Di antaranya, momen Klub Presiden pernah terjadi di AS adalah ketika Presiden Barrack Obama bertemu dan melakukan konferensi pers dengan Bill Clinton dan George Bush terkait dengan rencana bantuan untuk masyarakat Haiti yang terdampak gempa hebat pada tahun 2010.
Lalu momen Klub Presiden AS yang lainnya, dalam laporan Cable News Network (CNN), adalah ketika Presiden Joe Biden yang berkomunikasi sekaligus berkonsultasi dengan Bush dan Obama terkait dengan penarikan pasukan militer dari Afganistan pada 2021.
Klub Presiden tersebut pada akhirnya dapat menjadi hikmah bahwa jawaban-jawaban atas tantangan masa depan sebuah bangsa, bisa jadi berada pada orang-orang terdahulu.
Demi sila ketiga
Dinamika hubungan para pemimpin bangsa dalam sejarah Tanah Air merupakan hal yang menarik untuk dicermati. Terutama kisah pergantian kepemimpinan antara para presiden yang terkesan diakhiri dengan menimbulkan jarak.
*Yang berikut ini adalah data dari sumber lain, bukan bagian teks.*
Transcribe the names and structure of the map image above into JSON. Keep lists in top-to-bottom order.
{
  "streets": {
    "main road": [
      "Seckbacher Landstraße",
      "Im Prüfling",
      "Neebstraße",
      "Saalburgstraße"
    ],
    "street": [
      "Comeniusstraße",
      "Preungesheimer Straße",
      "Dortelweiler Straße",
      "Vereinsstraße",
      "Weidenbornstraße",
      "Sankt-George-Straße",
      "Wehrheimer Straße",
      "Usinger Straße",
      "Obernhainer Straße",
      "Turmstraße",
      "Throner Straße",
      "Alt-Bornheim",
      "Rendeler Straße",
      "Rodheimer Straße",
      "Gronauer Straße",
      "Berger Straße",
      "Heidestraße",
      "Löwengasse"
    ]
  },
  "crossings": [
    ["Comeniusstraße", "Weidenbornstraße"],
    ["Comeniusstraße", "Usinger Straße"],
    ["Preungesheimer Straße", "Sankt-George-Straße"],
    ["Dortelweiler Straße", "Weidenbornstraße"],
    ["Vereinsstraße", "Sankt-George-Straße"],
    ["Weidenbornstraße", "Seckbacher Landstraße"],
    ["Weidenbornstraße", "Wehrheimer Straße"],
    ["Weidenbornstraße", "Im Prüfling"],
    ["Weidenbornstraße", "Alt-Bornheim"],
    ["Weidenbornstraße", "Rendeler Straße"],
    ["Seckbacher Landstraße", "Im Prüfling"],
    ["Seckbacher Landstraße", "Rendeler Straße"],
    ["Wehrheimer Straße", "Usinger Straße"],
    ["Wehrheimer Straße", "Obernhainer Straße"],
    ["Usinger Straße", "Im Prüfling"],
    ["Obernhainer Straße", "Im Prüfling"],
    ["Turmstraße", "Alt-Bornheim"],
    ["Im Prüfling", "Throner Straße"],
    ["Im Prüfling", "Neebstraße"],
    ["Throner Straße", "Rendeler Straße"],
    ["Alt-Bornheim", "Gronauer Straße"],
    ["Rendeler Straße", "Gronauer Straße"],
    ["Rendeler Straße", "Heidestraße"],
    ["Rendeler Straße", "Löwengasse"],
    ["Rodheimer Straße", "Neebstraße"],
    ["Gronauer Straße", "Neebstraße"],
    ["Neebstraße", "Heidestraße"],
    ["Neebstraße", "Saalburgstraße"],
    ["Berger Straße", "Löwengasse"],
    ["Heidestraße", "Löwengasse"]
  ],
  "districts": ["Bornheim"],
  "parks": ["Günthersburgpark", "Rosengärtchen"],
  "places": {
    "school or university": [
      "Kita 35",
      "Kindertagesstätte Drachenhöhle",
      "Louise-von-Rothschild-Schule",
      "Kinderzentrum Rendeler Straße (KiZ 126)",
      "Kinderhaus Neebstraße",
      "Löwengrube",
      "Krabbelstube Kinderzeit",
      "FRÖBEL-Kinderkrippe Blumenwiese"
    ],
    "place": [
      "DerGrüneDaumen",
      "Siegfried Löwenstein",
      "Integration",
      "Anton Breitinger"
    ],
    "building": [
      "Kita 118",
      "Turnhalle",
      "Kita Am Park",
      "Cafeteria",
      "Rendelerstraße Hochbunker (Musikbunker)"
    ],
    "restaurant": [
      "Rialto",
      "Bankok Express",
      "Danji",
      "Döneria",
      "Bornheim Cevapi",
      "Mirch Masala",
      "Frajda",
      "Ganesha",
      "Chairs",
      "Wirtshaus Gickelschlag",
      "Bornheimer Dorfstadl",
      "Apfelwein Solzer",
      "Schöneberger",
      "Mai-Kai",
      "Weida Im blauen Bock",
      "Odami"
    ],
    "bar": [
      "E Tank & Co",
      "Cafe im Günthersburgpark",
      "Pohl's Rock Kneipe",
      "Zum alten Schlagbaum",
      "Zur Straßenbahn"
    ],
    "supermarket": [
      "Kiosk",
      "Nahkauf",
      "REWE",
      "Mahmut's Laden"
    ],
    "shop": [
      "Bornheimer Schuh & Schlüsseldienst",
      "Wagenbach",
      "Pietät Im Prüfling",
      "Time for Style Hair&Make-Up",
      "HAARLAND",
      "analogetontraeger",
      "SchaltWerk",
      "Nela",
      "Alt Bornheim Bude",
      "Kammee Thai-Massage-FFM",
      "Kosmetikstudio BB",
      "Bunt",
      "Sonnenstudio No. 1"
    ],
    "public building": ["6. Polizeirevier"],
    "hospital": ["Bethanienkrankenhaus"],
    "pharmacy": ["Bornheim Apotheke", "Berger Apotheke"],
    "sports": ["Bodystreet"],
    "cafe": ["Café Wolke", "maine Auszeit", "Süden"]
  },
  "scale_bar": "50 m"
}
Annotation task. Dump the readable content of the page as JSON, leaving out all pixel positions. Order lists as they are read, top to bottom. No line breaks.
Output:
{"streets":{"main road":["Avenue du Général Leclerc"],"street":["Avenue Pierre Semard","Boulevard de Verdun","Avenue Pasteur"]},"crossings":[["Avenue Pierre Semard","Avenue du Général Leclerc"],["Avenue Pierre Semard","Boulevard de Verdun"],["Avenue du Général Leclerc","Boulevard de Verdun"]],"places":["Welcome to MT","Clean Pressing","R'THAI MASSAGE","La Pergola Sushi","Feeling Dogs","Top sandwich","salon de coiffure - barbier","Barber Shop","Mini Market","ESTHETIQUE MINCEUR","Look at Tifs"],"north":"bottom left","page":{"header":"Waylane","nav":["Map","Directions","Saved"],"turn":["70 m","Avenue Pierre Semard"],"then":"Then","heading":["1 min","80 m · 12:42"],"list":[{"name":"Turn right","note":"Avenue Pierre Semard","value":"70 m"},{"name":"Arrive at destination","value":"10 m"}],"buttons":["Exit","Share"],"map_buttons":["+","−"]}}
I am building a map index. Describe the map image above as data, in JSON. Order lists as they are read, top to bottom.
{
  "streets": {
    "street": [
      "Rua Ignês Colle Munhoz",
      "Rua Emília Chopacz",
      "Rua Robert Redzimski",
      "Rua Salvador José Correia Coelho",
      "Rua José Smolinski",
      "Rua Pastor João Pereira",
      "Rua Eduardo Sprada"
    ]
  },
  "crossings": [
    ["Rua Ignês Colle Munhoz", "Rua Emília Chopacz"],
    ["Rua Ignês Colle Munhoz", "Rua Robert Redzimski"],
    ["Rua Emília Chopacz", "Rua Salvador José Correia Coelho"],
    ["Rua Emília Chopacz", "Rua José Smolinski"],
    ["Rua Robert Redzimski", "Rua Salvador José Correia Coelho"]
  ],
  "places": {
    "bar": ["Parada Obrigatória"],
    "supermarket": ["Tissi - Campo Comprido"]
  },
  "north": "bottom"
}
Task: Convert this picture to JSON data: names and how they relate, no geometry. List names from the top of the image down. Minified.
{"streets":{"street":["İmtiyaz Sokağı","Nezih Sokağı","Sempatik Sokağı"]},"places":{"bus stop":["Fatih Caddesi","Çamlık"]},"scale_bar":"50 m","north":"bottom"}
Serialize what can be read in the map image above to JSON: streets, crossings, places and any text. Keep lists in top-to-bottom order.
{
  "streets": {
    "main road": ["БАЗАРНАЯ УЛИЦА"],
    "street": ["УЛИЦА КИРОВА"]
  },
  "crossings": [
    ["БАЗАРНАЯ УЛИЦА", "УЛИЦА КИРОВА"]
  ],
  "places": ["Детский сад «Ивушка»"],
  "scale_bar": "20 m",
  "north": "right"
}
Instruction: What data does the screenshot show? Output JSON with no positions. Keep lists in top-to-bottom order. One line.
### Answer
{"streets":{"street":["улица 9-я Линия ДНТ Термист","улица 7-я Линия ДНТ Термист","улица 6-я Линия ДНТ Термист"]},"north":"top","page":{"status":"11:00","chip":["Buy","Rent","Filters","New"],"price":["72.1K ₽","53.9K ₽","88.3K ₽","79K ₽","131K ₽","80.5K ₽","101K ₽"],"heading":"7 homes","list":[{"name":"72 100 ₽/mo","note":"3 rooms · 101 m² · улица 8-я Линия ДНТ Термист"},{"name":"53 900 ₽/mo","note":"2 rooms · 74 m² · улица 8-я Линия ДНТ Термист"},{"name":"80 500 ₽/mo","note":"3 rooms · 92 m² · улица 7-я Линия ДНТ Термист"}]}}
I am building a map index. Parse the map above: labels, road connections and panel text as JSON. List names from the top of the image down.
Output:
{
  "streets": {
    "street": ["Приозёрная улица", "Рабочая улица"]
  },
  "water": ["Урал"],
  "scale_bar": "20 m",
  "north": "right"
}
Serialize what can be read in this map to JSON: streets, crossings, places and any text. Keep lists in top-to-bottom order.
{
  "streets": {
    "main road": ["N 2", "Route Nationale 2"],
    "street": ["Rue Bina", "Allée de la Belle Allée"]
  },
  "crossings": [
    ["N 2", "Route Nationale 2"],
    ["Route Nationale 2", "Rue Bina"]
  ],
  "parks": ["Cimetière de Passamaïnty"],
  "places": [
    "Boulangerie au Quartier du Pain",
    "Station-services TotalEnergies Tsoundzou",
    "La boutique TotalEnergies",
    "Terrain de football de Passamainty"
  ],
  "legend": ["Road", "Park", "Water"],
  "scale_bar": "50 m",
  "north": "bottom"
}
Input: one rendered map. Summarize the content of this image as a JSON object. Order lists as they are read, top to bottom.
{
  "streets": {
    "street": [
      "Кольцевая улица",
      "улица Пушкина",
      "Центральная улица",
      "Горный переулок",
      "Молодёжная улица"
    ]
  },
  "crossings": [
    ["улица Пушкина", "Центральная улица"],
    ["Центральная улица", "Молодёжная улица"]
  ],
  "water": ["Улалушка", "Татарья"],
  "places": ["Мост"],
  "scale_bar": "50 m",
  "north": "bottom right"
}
Salah satunya yang cukup kentara adalah pergantian antara Presiden Soekarno dengan Presiden Soeharto pada masa silam. Terlepas dari hal-hal yang masih belum terungkap hingga saat ini, sejarah pun telah mencatat hubungan keduanya berlalu di jalan yang berbeda.
Jika disadari, momen pergantian kepemimpinan antar-para presiden yang dijuluki Bapak Proklamator dan Bapak Pembangunan itu pun terjadi masih dalam era yang bersamaan ketika AS membangun rekonsiliasi politik, antara Truman dan Hoover.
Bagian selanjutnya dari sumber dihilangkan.